Data START

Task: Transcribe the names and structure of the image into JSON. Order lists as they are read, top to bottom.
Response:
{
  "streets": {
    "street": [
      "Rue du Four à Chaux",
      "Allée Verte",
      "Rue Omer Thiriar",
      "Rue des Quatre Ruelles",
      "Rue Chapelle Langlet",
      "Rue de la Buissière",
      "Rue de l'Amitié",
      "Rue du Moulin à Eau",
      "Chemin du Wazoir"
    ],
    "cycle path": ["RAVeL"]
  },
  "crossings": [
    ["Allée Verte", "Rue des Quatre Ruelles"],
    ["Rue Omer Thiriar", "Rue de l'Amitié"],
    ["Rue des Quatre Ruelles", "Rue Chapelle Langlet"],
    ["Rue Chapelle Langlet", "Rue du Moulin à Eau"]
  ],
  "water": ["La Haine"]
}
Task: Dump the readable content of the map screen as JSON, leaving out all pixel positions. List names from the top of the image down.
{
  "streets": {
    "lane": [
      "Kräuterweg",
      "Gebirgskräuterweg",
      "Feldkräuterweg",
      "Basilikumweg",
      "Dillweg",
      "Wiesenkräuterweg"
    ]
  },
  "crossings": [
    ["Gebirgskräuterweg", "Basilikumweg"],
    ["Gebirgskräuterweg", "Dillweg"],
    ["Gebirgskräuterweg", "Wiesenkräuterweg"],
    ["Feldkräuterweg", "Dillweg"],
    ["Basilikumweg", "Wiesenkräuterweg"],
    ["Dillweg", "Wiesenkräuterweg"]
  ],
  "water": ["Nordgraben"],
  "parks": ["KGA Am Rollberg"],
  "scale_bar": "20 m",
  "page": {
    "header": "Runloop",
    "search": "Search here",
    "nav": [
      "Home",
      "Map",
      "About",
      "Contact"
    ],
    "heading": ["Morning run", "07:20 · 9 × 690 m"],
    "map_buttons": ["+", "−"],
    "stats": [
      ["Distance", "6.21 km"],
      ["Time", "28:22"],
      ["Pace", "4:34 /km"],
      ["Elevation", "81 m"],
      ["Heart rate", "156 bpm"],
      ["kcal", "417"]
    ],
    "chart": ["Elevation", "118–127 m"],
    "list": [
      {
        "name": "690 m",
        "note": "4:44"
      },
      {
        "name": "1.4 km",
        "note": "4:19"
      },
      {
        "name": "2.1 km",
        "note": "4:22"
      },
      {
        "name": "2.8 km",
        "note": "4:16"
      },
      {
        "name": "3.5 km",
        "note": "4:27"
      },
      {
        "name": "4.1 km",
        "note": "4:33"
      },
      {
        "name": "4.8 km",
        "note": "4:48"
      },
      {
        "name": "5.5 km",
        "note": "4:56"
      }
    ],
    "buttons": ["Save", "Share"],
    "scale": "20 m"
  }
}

Data END

Every line in the listing that holds "Chapelle" belongs in the answer.

▸ Response
      "Rue Chapelle Langlet",
    ["Rue des Quatre Ruelles", "Rue Chapelle Langlet"],
    ["Rue Chapelle Langlet", "Rue du Moulin à Eau"]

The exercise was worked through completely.